» **The task**:
Take from the material every line containing the string "water" and copy it.

» **The records**:
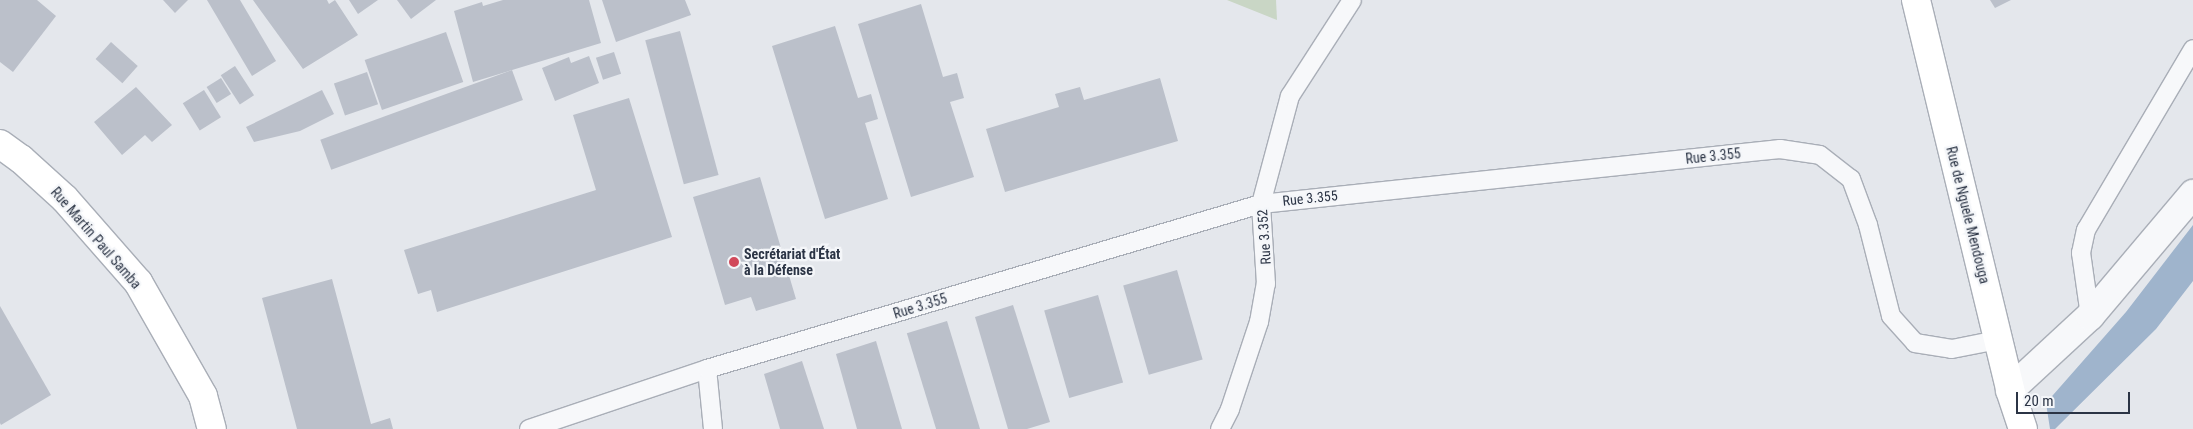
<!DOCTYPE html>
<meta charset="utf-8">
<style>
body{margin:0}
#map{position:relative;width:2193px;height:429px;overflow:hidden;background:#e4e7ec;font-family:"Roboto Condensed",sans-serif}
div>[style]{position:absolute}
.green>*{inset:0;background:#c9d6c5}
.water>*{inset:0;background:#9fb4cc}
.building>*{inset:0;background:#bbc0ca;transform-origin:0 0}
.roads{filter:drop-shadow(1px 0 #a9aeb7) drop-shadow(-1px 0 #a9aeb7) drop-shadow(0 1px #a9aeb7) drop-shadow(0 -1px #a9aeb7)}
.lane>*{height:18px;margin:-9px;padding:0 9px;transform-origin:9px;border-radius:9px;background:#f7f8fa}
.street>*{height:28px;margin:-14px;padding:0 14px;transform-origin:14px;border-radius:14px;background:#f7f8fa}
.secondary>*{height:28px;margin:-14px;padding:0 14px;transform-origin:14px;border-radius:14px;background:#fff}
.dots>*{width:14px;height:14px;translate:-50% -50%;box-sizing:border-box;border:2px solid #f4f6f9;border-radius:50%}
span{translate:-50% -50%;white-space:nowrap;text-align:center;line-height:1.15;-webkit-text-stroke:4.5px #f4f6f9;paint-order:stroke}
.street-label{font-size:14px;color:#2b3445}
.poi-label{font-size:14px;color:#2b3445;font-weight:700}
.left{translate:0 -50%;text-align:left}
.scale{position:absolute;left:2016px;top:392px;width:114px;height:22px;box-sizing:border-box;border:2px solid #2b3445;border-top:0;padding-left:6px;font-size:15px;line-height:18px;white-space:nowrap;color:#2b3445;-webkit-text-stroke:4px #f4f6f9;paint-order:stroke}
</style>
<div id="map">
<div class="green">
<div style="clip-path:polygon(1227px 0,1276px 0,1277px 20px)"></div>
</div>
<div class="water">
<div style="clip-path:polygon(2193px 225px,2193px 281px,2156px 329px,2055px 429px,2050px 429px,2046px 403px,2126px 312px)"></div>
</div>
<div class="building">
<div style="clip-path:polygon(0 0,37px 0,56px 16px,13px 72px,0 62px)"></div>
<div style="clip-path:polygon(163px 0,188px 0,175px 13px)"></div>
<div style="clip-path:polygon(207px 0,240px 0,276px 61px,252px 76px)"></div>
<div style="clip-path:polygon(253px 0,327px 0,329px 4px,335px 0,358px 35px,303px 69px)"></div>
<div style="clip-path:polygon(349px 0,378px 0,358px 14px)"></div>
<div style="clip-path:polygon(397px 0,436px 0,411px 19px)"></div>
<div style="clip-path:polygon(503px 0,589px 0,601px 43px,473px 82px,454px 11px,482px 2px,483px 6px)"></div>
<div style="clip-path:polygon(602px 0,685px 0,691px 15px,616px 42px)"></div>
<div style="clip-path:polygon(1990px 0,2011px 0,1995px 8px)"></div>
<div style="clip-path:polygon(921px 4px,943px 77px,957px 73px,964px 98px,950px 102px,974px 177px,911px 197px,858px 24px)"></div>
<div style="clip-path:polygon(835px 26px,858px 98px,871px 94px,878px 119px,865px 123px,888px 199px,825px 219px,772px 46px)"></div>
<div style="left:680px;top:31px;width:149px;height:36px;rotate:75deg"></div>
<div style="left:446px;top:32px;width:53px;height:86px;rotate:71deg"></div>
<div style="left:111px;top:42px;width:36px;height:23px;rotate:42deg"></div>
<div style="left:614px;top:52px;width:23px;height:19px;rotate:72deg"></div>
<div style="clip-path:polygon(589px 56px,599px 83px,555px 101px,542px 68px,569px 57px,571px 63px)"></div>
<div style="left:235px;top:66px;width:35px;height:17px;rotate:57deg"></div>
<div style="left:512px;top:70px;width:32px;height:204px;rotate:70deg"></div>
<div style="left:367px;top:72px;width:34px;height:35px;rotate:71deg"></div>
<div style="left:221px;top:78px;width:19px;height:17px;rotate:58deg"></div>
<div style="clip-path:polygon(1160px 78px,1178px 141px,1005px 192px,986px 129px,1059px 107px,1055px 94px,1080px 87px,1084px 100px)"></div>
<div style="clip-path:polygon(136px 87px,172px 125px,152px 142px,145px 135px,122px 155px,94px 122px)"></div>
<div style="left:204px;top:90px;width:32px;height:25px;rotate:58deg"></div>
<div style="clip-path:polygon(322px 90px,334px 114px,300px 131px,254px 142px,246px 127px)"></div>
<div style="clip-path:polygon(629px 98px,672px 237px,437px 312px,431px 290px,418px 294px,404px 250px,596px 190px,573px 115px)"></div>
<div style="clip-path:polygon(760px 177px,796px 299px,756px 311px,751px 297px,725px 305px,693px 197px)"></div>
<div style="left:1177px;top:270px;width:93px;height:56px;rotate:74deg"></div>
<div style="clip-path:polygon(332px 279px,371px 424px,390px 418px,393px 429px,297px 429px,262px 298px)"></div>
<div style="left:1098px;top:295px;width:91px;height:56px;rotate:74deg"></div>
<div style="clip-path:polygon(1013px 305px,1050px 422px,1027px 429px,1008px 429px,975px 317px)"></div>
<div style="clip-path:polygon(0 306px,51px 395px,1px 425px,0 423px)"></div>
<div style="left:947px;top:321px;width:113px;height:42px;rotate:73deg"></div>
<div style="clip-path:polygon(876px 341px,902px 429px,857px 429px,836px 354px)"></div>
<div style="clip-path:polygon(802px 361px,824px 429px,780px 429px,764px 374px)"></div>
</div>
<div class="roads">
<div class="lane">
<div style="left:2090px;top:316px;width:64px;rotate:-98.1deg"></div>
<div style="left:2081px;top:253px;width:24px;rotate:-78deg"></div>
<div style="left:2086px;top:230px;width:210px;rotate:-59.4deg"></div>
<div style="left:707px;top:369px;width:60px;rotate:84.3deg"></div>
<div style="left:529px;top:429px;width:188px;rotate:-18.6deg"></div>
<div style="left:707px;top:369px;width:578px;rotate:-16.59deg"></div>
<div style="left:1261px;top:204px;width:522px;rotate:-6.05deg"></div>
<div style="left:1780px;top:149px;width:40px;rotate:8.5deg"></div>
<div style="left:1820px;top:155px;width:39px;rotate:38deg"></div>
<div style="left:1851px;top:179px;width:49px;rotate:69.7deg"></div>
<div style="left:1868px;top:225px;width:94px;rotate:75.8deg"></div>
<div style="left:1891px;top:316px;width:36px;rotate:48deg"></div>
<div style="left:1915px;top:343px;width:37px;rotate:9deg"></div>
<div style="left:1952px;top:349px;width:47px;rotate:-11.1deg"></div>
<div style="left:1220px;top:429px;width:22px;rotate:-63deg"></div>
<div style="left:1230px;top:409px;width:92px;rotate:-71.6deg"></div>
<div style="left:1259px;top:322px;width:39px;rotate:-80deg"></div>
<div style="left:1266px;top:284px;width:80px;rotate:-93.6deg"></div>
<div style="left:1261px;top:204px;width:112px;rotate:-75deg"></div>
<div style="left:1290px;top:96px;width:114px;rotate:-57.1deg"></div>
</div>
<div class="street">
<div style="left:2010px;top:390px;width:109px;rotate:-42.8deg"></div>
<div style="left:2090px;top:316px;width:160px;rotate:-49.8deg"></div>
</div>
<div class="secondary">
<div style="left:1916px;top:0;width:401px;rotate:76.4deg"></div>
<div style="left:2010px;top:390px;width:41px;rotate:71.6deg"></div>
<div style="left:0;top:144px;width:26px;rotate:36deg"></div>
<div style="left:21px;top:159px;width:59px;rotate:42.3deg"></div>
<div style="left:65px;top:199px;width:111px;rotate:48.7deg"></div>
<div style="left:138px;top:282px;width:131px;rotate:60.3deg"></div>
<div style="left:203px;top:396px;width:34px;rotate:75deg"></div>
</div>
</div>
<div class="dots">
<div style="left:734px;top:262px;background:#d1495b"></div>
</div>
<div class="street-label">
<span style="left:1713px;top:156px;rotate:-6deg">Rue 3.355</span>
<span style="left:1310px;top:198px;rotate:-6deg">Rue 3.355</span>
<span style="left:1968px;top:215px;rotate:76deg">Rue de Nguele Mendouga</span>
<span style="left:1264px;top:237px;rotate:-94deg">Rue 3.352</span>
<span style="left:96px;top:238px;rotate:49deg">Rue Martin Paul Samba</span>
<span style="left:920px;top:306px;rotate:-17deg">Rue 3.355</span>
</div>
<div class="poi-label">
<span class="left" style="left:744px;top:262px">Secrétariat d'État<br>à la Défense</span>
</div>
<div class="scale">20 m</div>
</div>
* * *
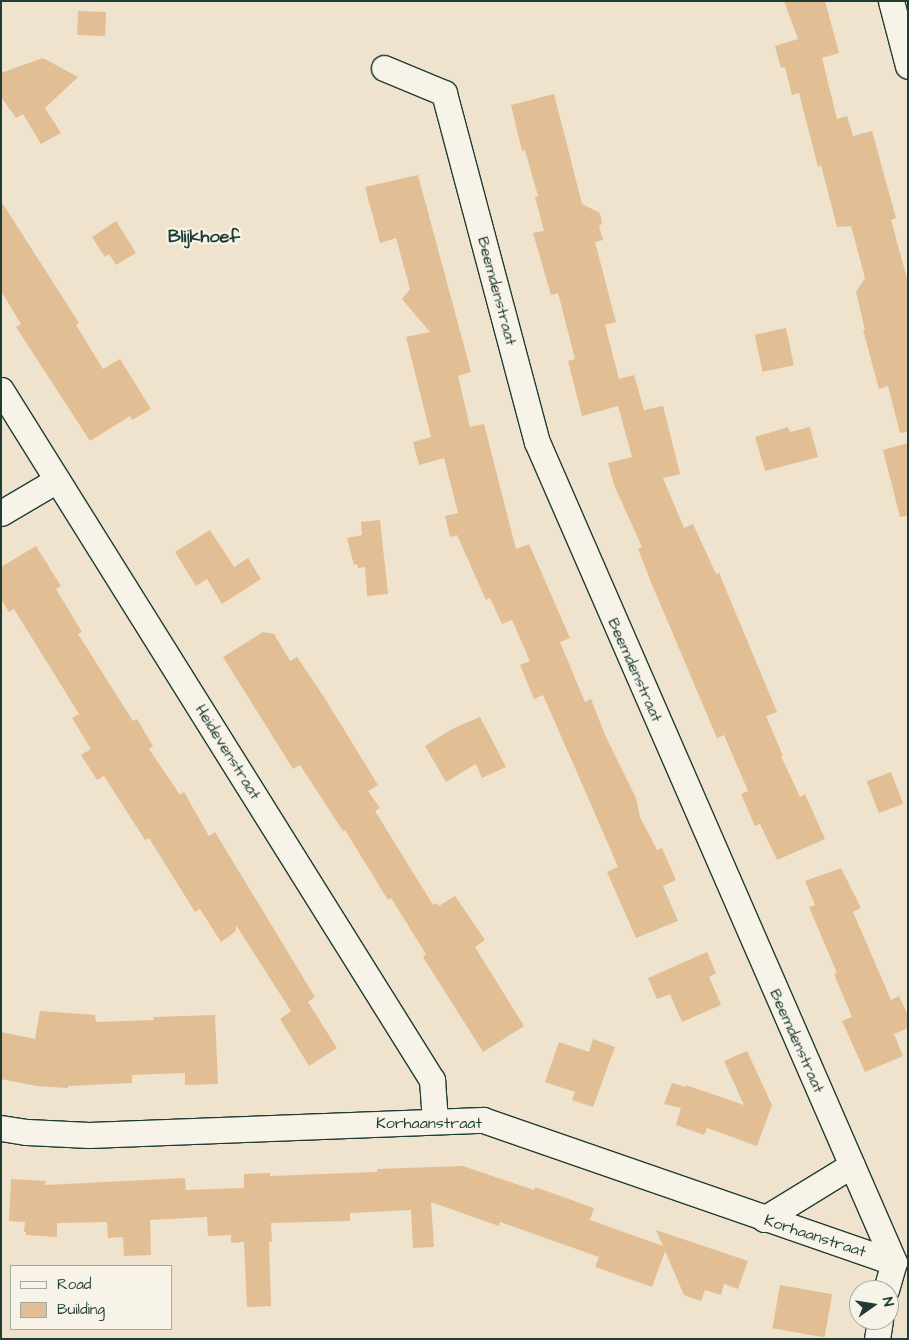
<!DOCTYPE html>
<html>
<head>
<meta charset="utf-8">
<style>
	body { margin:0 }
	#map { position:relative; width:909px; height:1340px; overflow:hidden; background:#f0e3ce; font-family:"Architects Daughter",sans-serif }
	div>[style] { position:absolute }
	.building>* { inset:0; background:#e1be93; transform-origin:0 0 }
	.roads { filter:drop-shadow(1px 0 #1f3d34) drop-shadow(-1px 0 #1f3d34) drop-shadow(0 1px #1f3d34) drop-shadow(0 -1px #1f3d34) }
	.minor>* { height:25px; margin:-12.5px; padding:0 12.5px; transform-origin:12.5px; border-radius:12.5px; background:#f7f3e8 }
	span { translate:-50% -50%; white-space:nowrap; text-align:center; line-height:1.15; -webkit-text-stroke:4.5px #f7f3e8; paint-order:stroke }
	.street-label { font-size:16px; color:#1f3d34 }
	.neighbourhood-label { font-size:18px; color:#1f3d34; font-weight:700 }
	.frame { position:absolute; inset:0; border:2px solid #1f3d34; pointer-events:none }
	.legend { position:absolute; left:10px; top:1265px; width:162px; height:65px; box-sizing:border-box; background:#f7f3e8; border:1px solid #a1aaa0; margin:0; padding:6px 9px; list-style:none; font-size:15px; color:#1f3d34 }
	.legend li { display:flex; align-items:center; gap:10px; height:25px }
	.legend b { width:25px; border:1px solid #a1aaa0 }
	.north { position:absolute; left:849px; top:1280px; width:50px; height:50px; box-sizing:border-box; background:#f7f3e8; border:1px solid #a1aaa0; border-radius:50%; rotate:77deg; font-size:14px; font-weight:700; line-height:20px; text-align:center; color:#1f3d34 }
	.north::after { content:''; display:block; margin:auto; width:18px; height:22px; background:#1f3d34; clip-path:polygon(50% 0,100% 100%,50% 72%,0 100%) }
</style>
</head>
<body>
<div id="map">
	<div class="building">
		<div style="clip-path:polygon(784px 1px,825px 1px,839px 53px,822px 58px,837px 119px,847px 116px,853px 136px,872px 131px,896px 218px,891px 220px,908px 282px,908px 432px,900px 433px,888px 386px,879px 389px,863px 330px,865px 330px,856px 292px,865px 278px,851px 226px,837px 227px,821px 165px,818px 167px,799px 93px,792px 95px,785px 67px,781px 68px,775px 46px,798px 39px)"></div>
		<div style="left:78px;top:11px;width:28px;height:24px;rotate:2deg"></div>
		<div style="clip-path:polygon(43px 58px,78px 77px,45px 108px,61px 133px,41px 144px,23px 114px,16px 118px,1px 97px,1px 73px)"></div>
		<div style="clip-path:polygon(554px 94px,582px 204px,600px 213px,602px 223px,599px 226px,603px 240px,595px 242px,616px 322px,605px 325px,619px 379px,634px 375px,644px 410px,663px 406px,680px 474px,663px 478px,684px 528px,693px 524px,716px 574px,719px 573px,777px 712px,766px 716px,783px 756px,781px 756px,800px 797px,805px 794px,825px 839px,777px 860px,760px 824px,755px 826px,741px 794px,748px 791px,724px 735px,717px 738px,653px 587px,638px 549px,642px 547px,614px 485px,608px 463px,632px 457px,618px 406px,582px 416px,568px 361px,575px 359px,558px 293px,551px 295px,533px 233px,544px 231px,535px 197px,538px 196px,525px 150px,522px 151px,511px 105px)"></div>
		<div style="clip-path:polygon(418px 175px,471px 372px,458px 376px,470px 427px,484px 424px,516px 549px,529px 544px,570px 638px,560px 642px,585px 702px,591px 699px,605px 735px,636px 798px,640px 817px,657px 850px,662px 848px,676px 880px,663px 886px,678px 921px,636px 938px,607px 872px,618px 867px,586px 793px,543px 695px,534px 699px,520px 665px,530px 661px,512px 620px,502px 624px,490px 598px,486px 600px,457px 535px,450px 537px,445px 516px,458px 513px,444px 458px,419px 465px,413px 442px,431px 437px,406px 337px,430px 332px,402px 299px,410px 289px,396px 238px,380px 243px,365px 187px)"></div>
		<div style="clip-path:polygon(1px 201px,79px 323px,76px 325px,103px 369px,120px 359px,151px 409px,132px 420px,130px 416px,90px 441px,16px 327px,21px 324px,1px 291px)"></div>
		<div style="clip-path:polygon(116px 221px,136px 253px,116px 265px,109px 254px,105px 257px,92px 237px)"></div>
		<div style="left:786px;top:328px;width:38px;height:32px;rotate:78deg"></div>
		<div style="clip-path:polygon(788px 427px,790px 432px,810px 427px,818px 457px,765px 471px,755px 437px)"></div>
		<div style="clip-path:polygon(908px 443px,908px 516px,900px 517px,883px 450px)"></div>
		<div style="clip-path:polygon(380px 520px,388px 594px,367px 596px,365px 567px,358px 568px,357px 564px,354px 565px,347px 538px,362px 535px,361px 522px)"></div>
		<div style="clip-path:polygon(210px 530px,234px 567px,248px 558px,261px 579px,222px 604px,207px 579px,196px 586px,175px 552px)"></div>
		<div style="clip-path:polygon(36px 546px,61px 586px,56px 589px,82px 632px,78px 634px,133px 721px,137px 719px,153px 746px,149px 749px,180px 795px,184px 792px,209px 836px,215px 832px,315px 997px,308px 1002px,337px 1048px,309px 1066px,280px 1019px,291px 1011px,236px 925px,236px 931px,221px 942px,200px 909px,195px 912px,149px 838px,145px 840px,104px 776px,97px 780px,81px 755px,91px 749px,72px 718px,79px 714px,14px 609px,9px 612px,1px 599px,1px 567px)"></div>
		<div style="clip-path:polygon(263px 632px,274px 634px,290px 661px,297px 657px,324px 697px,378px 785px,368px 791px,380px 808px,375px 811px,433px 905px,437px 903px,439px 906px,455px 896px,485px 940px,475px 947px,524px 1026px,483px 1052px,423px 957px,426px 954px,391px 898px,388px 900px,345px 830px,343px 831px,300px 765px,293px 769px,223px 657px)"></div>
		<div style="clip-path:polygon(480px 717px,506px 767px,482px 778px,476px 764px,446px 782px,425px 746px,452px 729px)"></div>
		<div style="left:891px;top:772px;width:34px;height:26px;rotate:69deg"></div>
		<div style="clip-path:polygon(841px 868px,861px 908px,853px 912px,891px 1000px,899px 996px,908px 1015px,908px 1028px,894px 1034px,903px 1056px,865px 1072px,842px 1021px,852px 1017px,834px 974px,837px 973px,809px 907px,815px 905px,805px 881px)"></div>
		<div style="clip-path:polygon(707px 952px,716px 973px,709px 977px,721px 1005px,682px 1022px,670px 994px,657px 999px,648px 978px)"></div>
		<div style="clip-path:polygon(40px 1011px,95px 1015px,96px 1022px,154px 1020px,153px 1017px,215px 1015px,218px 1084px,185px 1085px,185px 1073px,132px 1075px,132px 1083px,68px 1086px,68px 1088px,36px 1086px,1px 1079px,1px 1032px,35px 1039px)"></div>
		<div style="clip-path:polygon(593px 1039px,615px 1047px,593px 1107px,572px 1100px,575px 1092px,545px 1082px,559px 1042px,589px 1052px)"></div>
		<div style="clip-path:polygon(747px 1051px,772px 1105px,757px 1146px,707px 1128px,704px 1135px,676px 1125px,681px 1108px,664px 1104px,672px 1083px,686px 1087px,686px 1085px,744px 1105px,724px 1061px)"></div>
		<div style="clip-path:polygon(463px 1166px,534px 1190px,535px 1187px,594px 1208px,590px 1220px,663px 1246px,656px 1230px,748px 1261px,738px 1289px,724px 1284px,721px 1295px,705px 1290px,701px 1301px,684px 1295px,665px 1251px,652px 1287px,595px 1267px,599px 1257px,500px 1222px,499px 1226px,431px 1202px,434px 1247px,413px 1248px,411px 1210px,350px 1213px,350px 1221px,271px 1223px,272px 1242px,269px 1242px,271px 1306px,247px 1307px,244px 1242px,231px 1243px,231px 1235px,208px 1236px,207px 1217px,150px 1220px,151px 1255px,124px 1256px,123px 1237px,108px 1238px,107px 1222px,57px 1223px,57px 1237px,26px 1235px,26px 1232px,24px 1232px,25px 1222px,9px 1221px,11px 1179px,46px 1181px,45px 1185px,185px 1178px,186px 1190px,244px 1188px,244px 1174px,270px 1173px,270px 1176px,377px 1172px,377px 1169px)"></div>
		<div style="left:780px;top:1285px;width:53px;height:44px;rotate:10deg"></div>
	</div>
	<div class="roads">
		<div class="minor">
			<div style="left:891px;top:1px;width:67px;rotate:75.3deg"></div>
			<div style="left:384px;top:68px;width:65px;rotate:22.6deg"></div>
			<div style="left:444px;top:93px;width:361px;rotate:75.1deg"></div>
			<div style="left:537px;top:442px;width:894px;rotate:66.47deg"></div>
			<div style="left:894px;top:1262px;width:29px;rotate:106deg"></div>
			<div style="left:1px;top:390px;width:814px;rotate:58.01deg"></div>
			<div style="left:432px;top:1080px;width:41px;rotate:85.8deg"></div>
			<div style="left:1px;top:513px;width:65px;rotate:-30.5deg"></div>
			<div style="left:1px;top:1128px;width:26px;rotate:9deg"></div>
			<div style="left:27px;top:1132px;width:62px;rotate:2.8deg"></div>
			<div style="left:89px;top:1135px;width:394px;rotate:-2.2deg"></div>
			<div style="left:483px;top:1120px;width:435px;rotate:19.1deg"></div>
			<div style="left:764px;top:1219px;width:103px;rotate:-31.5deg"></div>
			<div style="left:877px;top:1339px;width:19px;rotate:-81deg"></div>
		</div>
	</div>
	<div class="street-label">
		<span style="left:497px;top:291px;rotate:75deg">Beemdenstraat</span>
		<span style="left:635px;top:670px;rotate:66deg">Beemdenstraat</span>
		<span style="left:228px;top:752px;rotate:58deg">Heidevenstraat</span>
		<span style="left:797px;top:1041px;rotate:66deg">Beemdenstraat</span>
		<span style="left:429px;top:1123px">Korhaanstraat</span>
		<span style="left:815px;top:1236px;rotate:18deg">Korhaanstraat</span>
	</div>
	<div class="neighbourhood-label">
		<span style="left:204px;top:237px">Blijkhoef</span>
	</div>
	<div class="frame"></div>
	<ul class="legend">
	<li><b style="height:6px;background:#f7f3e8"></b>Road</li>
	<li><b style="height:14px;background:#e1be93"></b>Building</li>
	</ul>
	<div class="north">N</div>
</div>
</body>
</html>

» **Answer section**:
.water>*{inset:0;background:#9fb4cc}
<div class="water">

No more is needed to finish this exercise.